─── Excerpted data

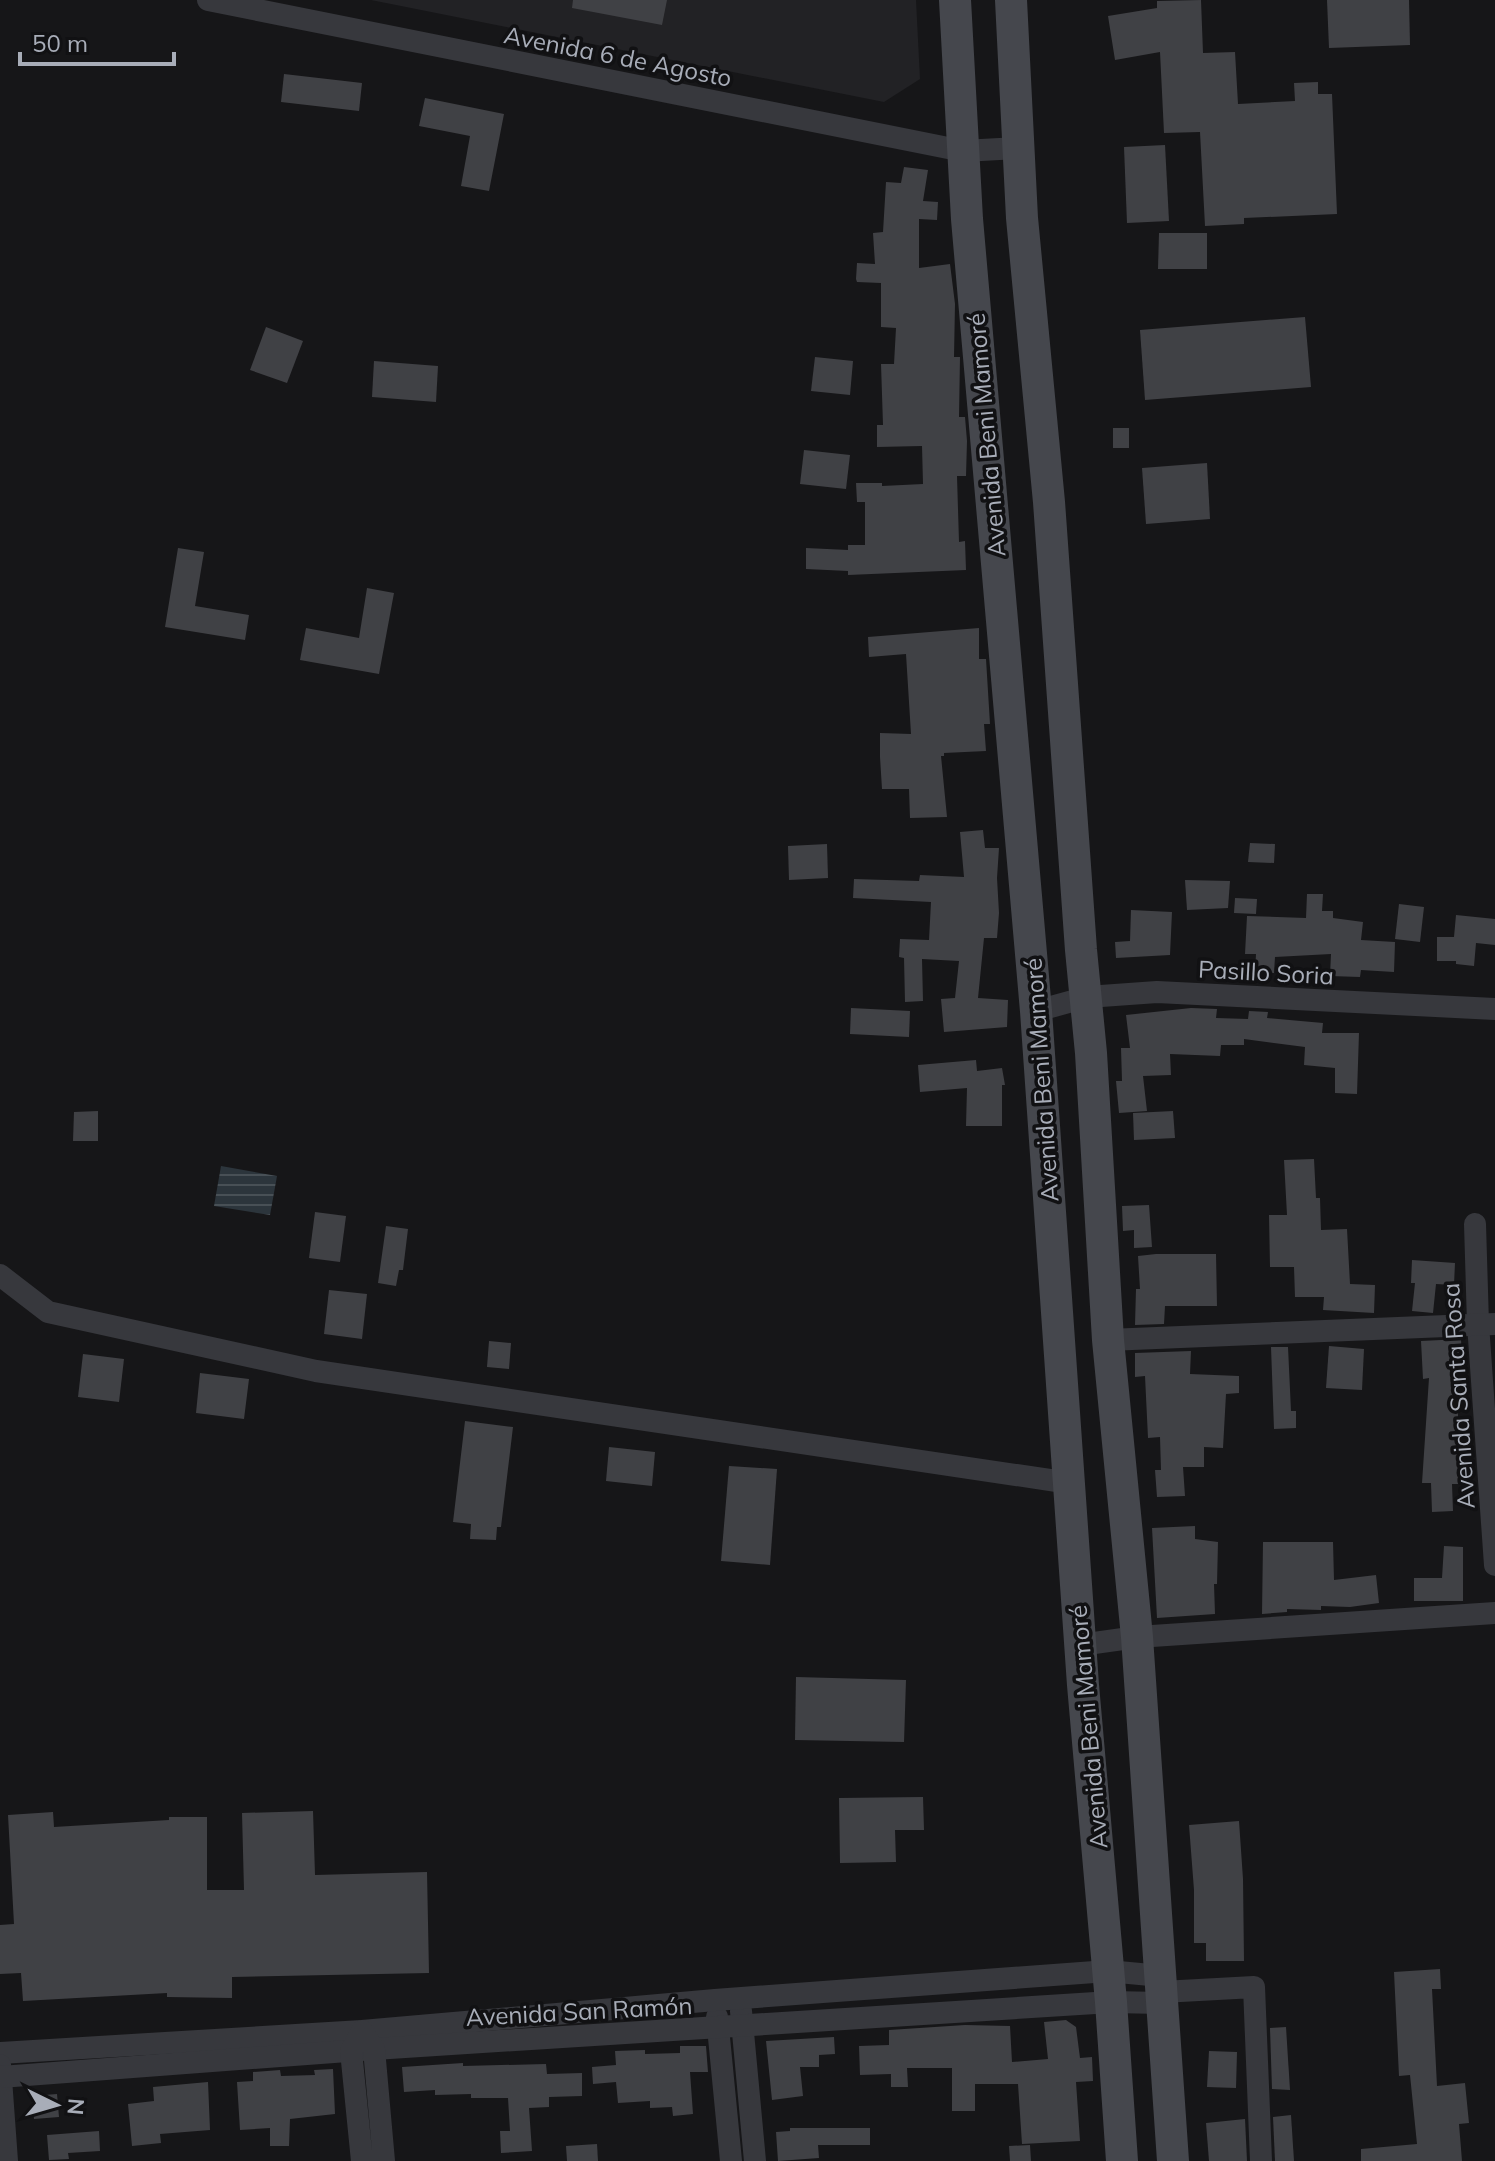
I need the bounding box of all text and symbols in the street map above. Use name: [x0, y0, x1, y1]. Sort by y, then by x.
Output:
scale bar: [20, 16, 174, 66]
street label: Avenida 6 de Agosto: [502, 19, 734, 93]
text: 50 m: [32, 28, 88, 58]
street label: Avenida Beni Mamoré: [960, 312, 1012, 558]
street label: Pasillo Soria: [1197, 953, 1335, 991]
street label: Avenida Beni Mamoré: [1018, 957, 1064, 1203]
street label: Avenida Santa Rosa: [1435, 1282, 1481, 1510]
street label: Avenida Beni Mamoré: [1062, 1604, 1114, 1850]
street label: Avenida San Ramón: [465, 1990, 693, 2032]
north arrow: [16, 2065, 96, 2145]
text: N: [61, 2097, 91, 2116]

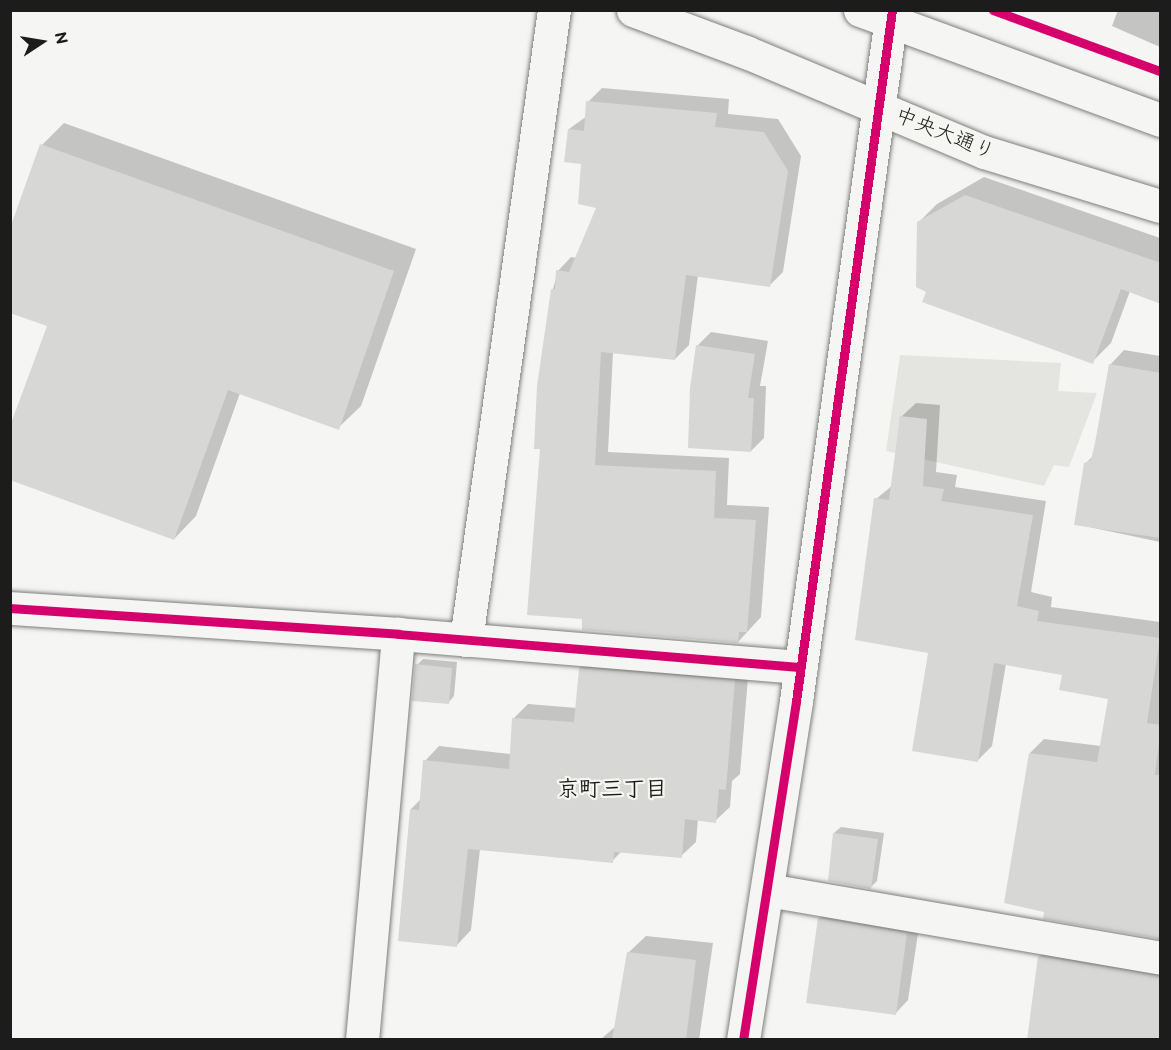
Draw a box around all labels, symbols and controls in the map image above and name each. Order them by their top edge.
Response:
north arrow [12,12,72,72]
text: N [50,30,71,46]
street label: 中央大通り [892,103,998,165]
district label: 京町三丁目 [557,777,667,803]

──────

● Problem requirements
Output the material above verbatim but exclude each picture.

● Answer to the exercise
I need the bounding box of all text and symbols in the street map above. Use name: [x0, y0, x1, y1]. Sort by y, then by x.
Output:
scale bar: [20, 16, 174, 66]
street label: Avenida 6 de Agosto: [502, 19, 734, 93]
text: 50 m: [32, 28, 88, 58]
street label: Avenida Beni Mamoré: [960, 312, 1012, 558]
street label: Pasillo Soria: [1197, 953, 1335, 991]
street label: Avenida Beni Mamoré: [1018, 957, 1064, 1203]
street label: Avenida Santa Rosa: [1435, 1282, 1481, 1510]
street label: Avenida Beni Mamoré: [1062, 1604, 1114, 1850]
street label: Avenida San Ramón: [465, 1990, 693, 2032]
north arrow: [16, 2065, 96, 2145]
text: N: [61, 2097, 91, 2116]

Draw a box around all labels, symbols and controls in the map image above and name each. Order them by their top edge.
Response:
north arrow [12,12,72,72]
text: N [50,30,71,46]
street label: 中央大通り [892,103,998,165]
district label: 京町三丁目 [557,777,667,803]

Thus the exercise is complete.